Но едва это он произносит, как раздается грудной густой бабкин голос:

— Дурак! Давай чашку.

Пухлые пальцы старухи принимают чашку и сконфуженный Евсеич со срамом удаляется в темный угол, откуда раздается его облегченный зевок.

Молчание.

— Вам, может быть, бабушка, неудобно сидеть?…

— Хотите, я вам подложу подушку?… Право, вам с подушкой удобней!..

— Мими, Мими, беленькая Мими! Дай я тебе дам кусочек сахарцу; бабушка, у Мими скривился бант… Мимка, Мимка, я тебе поправлю бантик…

— Рррр — гам, гам! — раздается из-под баронессиной юбки и оттуда высовывает нос маленькое существо — не собака, конечно.

— Ах ты, дрянная собачонка: бабушка, она опять меня укусила за палец!

— Ppp — гам, гам! — раздается из-под баронессиной юбки.

— Мими!

— Ppp — гам, гам!

— Не сердитесь на меня, бабушка…

— Мне больно, когда вы совершенно напрасно говорите дурные вещи про Петра…

— Я больше, бабушка, не буду…

— Надо бы кучера, бабушка, послать в город: кучер говорит, что у нас не хватает олеонафту[41]; я думаю, что вам, бабушка, не хватит и одеколона…





— Сегодня дурная погода, а вчера, бабушка, было солнце…

— Бабушка, летом солнца больше, а зимой его, бабушка, меньше: но я люблю и лето, и зиму, бабушка…

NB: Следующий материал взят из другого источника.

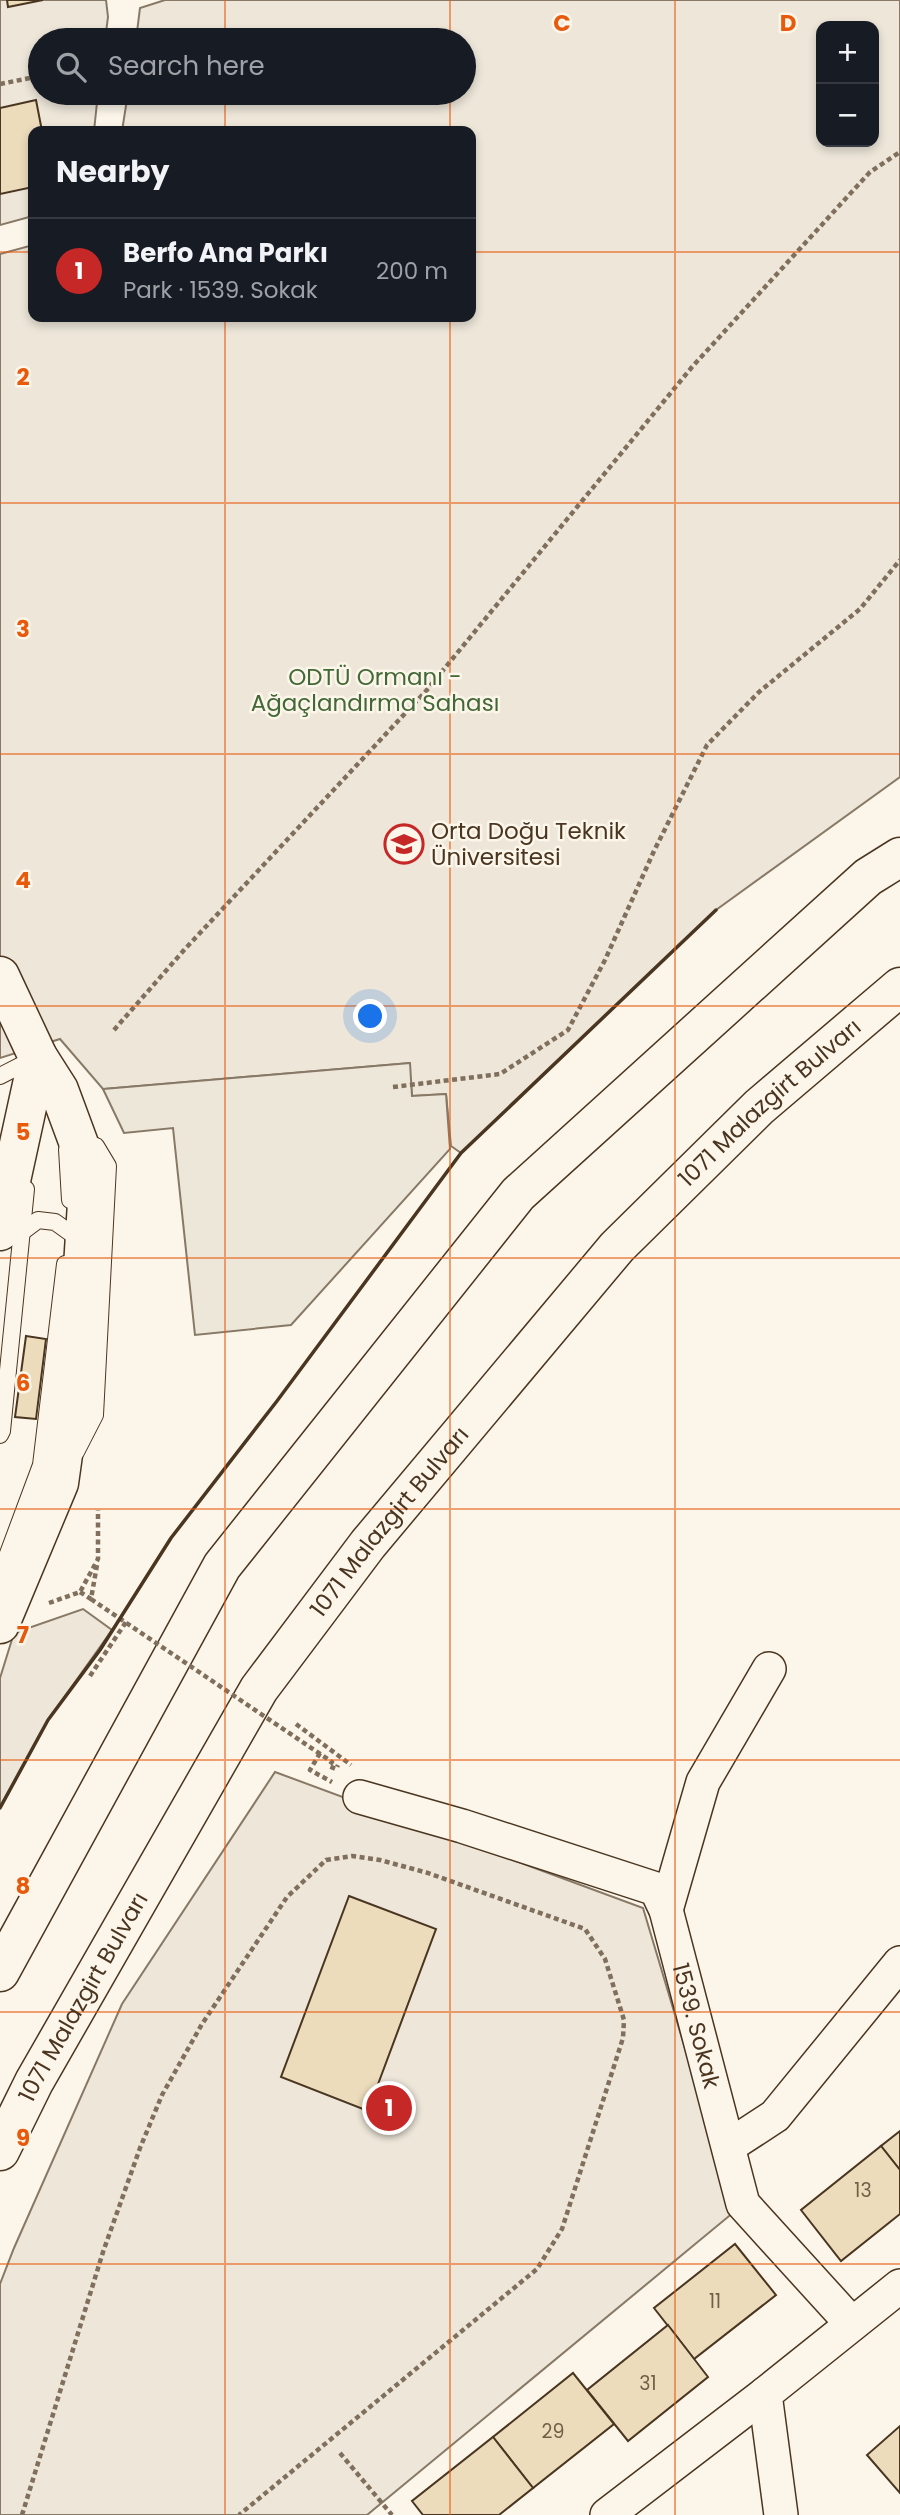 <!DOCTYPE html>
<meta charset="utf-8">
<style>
:root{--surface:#171b24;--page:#242831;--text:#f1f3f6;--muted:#9ea1a6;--line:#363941;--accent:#c62828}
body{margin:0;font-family:Poppins,sans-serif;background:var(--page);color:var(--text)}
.controls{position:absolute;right:21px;top:21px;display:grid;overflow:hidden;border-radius:14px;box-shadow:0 4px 10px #0003}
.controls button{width:63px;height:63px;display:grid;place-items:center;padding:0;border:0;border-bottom:2px solid var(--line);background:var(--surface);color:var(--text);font:35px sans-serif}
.you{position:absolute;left:371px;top:1017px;width:24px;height:24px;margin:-18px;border:5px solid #fff;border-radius:50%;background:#1a73e8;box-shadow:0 0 0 10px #1a73e833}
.badge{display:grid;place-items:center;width:46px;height:46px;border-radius:50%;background:var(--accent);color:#fff;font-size:23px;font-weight:700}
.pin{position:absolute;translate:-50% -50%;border:4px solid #fff;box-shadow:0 2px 7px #0006}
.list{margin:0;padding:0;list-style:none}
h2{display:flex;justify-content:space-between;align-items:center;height:91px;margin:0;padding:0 28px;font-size:30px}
h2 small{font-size:23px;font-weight:400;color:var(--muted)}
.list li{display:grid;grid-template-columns:46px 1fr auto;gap:21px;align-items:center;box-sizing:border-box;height:105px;padding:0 28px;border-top:2px solid var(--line)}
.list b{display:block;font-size:26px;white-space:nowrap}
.list p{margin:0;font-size:23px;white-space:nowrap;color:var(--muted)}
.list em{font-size:23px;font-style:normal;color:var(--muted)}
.icon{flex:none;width:38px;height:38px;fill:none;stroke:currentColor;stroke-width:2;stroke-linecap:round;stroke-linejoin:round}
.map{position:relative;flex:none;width:900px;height:2515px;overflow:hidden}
.search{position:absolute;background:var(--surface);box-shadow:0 4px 10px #0003;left:28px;top:28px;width:448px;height:77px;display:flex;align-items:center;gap:18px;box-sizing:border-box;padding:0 24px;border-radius:38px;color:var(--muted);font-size:26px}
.panel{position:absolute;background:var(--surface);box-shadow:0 4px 10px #0003;left:28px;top:126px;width:448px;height:196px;border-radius:14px}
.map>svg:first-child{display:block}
.green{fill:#ede6d9;stroke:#887966;stroke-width:2;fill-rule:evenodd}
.parking{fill:#ede7d9;stroke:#887966;stroke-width:2}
.building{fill:#ecdcbc;stroke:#4a3520;stroke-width:2}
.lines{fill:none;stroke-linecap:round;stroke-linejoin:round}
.service-casing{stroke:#4a3520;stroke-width:18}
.minor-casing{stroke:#4a3520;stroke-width:36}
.tertiary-casing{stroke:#4a3520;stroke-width:41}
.primary-casing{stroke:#4a3520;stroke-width:41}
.path{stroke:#7f6f5c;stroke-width:4.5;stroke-dasharray:5 3.5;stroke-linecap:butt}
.service{stroke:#fbf6e9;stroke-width:16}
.minor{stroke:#fbf6e9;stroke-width:33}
.tertiary{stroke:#fbf6e9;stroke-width:38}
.primary{stroke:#fbf6e9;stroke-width:38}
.path-bridge{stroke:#7f6f5c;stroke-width:4.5;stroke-dasharray:5 3.5;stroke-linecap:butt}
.wall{stroke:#4a3520;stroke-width:3.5}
.grid{fill:none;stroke:#e8590c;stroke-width:2;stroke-opacity:0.55}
.labels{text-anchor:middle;stroke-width:5;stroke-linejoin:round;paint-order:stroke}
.number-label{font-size:19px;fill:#725f47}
.park-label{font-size:23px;fill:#436837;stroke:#fbf6e9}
.poi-label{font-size:23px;fill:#4a3520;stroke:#fbf6e9;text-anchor:start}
.street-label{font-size:23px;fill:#4a3520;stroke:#fbf6e9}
.grid-label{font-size:23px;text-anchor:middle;font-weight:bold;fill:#e8590c;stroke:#fbf6e9;stroke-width:5;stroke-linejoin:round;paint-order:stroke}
</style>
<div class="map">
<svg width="900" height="2515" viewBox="0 0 900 2515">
<rect width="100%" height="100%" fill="#fbf6e9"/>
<!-- green -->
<g class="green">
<polygon points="0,0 106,0 108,17 105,40 40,40 40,93 98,93 94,131 33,131 33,216 0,225"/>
<path d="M165,0h735v777l-184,133 -255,243 -10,-7 -5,-52 -34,2 -3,-33 -306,26 -43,-50 -60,19v-804l33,-9v72h438v-186h-349l6,-38h336v-53h-328l4,-32zM821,26h53v116h-53z"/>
<polygon points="83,1609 112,1630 48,1720 0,1808 0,1678 14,1633"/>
<polygon points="275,1772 643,1908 734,2212 367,2515 0,2515 0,2284 14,2248 122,2004"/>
</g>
<!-- parking -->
<polygon class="parking" points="410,1063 412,1096 446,1094 450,1149 291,1325 195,1335 173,1128 124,1133 103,1089"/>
<!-- building -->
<g class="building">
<polygon points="7,0 43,0 8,7"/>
<polygon points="36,100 42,131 33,131 33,187 0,194 0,108"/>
<polygon points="26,1336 46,1339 36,1419 15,1417"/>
<polygon points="349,1896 436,1929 368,2111 281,2077"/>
<polygon points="900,2131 900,2170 881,2146"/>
<polygon points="881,2146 900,2170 900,2214 841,2261 801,2210"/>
<polygon points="735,2244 776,2295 694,2359 654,2308"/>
<polygon points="668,2325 708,2377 628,2441 587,2390"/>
<polygon points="573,2373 614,2424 533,2488 493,2437"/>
<polygon points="900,2426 900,2493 867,2455"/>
<polygon points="493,2437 533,2488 499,2515 423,2515 412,2501"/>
</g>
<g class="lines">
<!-- service casing -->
<g class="service-casing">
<g id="service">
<polyline points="0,1076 35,1058"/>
<polyline points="67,1149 70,1200"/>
<polyline points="22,1232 38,1220 55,1222 69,1232"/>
<polyline points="0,1435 2,1431 26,1189"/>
<polyline points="76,1452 95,1415 108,1166 96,1146"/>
<polyline points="0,1575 41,1465 65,1264"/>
</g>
</g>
<!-- minor casing -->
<g class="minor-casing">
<g id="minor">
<path id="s1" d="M360,1797l102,29 194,63 10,21 77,294 109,120"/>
<polyline points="666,1910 703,1782 769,1669"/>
<polyline points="729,2146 775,2116 900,1963"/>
<polyline points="607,2515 765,2394"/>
<polyline points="781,2515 765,2394 900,2286"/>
</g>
</g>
<!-- tertiary casing -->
<g class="tertiary-casing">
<g id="tertiary">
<polyline points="0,976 38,1057 59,1090 89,1171 78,1347 59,1483 0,1624"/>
<polyline points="0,1231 38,1057"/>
</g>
</g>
<!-- primary casing -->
<g class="primary-casing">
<g id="primary">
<polyline points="0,1972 222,1566 518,1194 868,877 900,857"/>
<path id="s2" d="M0,2151l34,-69 225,-393 109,-145 249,-297 142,-140 141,-120"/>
</g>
</g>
<!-- path -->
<g class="path">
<polyline points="0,84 40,76"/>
<polyline points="114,1030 185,949 426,691 692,367 870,172 900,152"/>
<polyline points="393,1087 500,1074 568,1030 605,960 654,851 707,745 759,692 860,609 900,560"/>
<polyline points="80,1592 91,1599 97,1565"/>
<polyline points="49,1603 80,1592 98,1559 98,1510"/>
<polyline points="90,1676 126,1622"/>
<polyline points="296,1724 351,1765"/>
<polyline points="320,1753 310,1770 332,1782"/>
<polyline points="340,2453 392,2515"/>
<polyline points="22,2515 103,2252 140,2148 162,2095 202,2024 287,1897 326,1860 352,1856 380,1860 428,1873 585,1929 605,1959 624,2020 623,2038 562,2229 537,2269 239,2515"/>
</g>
<!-- service -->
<use href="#service" class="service"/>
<!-- minor -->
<use href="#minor" class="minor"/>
<!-- tertiary -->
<use href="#tertiary" class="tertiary"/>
<!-- primary -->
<use href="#primary" class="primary"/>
<!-- path-bridge -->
<polyline class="path-bridge" points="91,1599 332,1762 329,1766 336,1769 338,1765"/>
<!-- wall -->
<polyline class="wall" points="0,1808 48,1720 100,1650 171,1538 277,1401 461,1153 716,910"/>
</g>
<!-- grid -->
<path class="grid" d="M225,0v40M450,0v40M675,0v2515M225,93v38M450,93v38M0,252h33M471,252h429M225,317v2198M450,317v2198M0,503h900M0,754h900M0,1006h900M0,1258h900M0,1509h900M0,1760h900M0,2012h900M0,2264h900"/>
<!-- icons -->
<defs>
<g id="university-ring" transform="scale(2.0125)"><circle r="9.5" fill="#fbf6e9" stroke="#c62828" stroke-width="1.5"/><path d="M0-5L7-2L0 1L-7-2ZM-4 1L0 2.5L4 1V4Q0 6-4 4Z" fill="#c62828"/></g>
</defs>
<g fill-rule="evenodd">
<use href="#university-ring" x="404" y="844"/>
</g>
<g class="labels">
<!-- number labels -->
<g class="number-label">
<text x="863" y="2197">13</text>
<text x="715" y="2308">11</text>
<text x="648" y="2390">31</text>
<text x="553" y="2438">29</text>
</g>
<!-- park labels -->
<g class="park-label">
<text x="375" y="685">ODTÜ Ormanı -<tspan x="375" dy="26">Ağaçlandırma Sahası</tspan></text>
</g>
<!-- poi labels -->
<g class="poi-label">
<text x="431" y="839">Orta Doğu Teknik<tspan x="431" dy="26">Üniversitesi</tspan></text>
</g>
<!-- street labels -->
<g class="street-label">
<text dy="8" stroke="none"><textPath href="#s2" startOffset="1309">1071 Malazgirt Bulvarı</textPath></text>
<text dy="8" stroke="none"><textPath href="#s2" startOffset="742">1071 Malazgirt Bulvarı</textPath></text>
<text dy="8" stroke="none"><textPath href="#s2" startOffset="175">1071 Malazgirt Bulvarı</textPath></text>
<text dy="8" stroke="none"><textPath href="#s1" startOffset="453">1539. Sokak</textPath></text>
</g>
</g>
<g class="grid-label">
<text x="562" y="31">C</text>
<text x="788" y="31">D</text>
<text x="23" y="385">2</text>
<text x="23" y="637">3</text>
<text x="23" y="888">4</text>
<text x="23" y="1140">5</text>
<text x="23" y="1391">6</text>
<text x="23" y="1643">7</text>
<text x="23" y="1894">8</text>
<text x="23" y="2146">9</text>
</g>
</svg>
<div class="controls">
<button>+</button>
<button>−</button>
</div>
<div class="you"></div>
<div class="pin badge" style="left:389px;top:2108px">1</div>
<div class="search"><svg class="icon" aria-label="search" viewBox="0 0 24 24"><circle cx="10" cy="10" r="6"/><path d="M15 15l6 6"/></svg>Search here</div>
<section class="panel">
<h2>Nearby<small></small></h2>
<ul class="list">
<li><span class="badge">1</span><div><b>Berfo Ana Parkı</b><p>Park · 1539. Sokak</p></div><em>200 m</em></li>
</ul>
</section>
</div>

— Леля тоже любит и зиму, и лето, а князь Чиркизилари так он вот не любит, бабушка, ни зимы, ни лета. Зиму и лето он живет в Биаррице.

— Вам еще чаю?

Молчание… Все это говорит одна Катя: и молчание отвечает каждому ее восклицанью; ей бабушка мстит за вчерашнюю выходку, хотя и крепится не заговорить: так бабушка всегда: но Кате это нестрашно, трясется от страху один Евсеич; уже весь истощила она запас слов: говорит Катя вот уж так мало, так мало — мысли ведь у глупых девочек не складываются в слова; помня, что больше всего старушка боится отсутствия одеколона, Катя пускается на хитрость, хотя и знает, что одеколону хватит; но все те уловки провинившейся девочки давно разучила старушка, и старушка не отвечает; наконец, упоминает Катя заветное имя Чиркизилари, чтобы вырвать у бабушки хотя бы ворчанье о том, что не чета князь Чиркизилари ее Петру; но и тут старушка молчит; если уж молчание не Пробито князем Чиркизилари, то что же пробьет это молчание!

— Князь, бабушка, Чиркизилари!..

Молчание: пухлые пальцы старухи тянутся нежно к своей к Мимочке, к болоночке, и какого влюбленно останавливаются на поганой собачонке, а Катя сердится — сдвинулись гневные бровки; из-под ресниц ревниво бабушку жалит злой изумруд, хотя Катя делает вид, что ей нипочем бабушкин маневр: сама же гневается — вот, вот сгорбится и на бабушку прыгнет — фу, фу, фу: болонка, дрянная собачонка! Мимка! А с ней, с внучкой, ни слова!..

— Эээ… как же-с… эээ… молодой-с князек-с, Чиркизилари… ээ… его сиятельство… знал еще воо каким-с… Чиркизилари-с… молодой князек, — снова вмешивается Евсеич, но, получив дурака, прискорбно тупится в угле…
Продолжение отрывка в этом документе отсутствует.